Part6 「ひとりぼっちxひとりぼっちxひとりぼっち」その4
覚悟しろ。トーシャはそれだけ吐き捨て、アイテムボックスに手を突っ込んだ。
表情の翳りは怒気の熱気が押し隠した。既にイベントが始まって相当な時間が経っている。備蓄の消費アイテムもいい加減に底が見えている。
鉄面皮を気取っているが、ジンの状況も芳しくないだろう。
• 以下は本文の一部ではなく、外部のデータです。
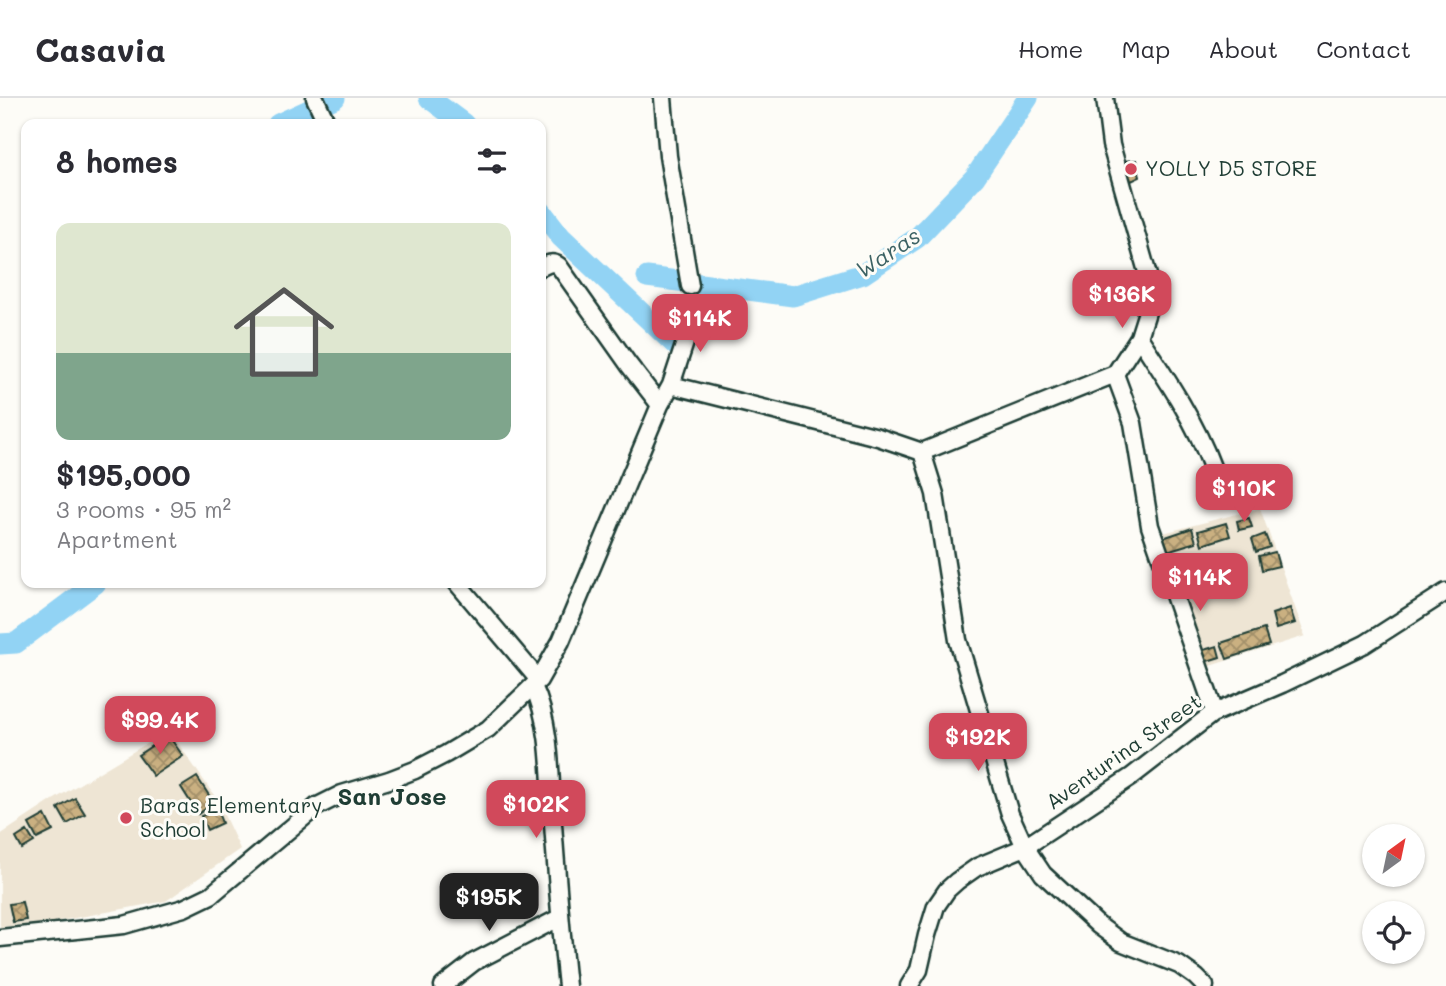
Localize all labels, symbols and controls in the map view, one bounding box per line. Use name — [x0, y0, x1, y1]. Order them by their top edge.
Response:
text: Casavia — [35, 27, 166, 70]
text: Home — [1018, 33, 1083, 64]
text: Map — [1121, 33, 1170, 64]
text: About — [1208, 33, 1278, 64]
text: Contact — [1316, 33, 1411, 64]
text: 8 homes — [56, 141, 178, 181]
icon: filters — [473, 142, 511, 180]
place label: YOLLY D5 STORE — [1145, 154, 1317, 181]
marker: YOLLY D5 STORE — [1123, 161, 1139, 177]
water label: Waras — [849, 220, 926, 284]
icon: home — [221, 269, 347, 395]
pin: $136K — [1073, 271, 1171, 330]
text: $136K — [1088, 278, 1156, 308]
pin: $114K — [651, 294, 749, 354]
text: $114K — [668, 302, 732, 332]
text: $195,000 — [56, 454, 190, 494]
pin: $110K — [1195, 464, 1293, 524]
text: $110K — [1212, 472, 1276, 502]
text: 3 rooms · 95 m² — [56, 494, 231, 524]
text: Apartment — [56, 524, 178, 554]
pin: $114K — [1151, 554, 1249, 613]
text: $114K — [1168, 561, 1232, 591]
street label: Aventurina Street — [1040, 687, 1206, 815]
pin: $99.4K — [103, 696, 217, 756]
text: $99.4K — [121, 704, 199, 734]
pin: $192K — [929, 714, 1027, 773]
text: $192K — [945, 721, 1011, 751]
district label: San Jose — [338, 780, 446, 811]
pin: $102K — [487, 780, 585, 840]
text: $102K — [502, 788, 570, 818]
place label: Baras Elementary School — [140, 791, 322, 842]
marker: Baras Elementary School — [118, 810, 134, 826]
north arrow — [1362, 824, 1424, 887]
map controls — [1362, 824, 1425, 964]
pin: $195K — [440, 874, 538, 933]
text: $195K — [456, 881, 522, 911]
button: locate — [1362, 901, 1425, 964]

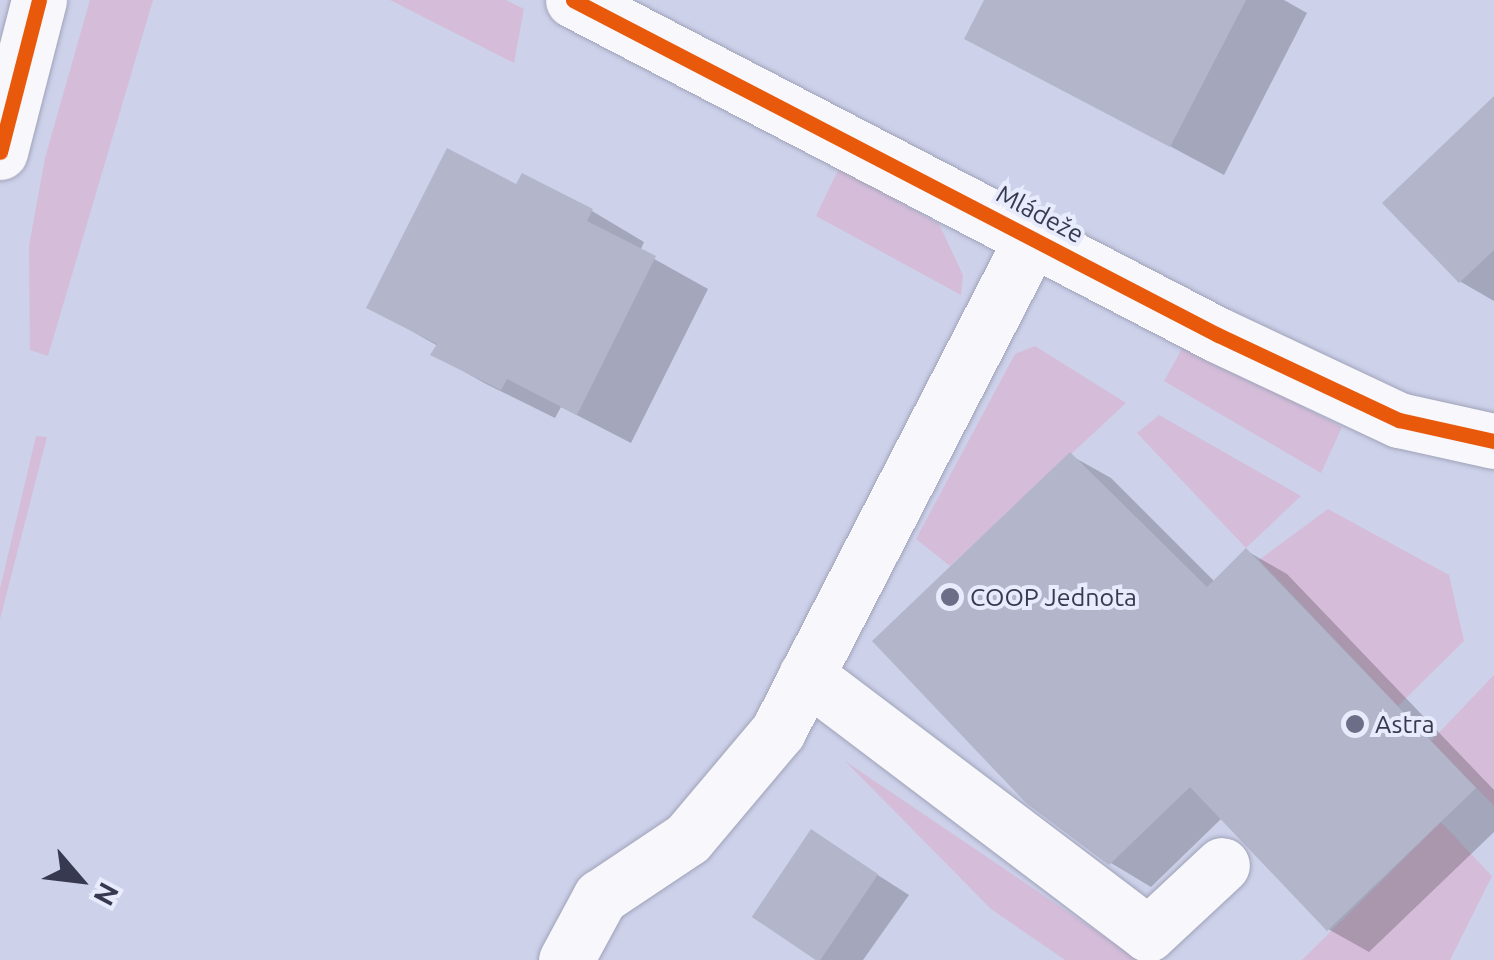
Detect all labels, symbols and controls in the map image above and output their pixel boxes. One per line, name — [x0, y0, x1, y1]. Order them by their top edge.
street label: Mládeže — [991, 179, 1089, 249]
place label: COOP Jednota — [970, 582, 1137, 612]
marker: COOP Jednota — [939, 586, 961, 608]
place label: Astra — [1375, 709, 1435, 739]
marker: Astra — [1344, 713, 1366, 735]
north arrow — [30, 830, 130, 930]
text: N — [88, 878, 126, 911]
ゲームマスターである白兜のアバターも、NPCモンスターの攻撃対象だったのだろう。一説によれば「アバターのフラグ判定を面倒くさがった」とのことだが、真相は定かではない。
率先して戦いに参加することは規定上考えられないが、乱れに乱れた戦場に首を突っ込んではプレイヤーの監査をし、油断すれば積年の恨み辛みの溜まったプレイヤーに後ろからバッサリ討ち取られる可能性を危惧しながら行動していたのだろう。
安心できる環境はなかったに違いない――ジンの身がいかに危険であったのか、この場に彼以外の白騎士が現れないことがなによりの証左といえるかもしれない。他の騎士団は現状をしりつつ、ここまでたどり着くことができていないのだから。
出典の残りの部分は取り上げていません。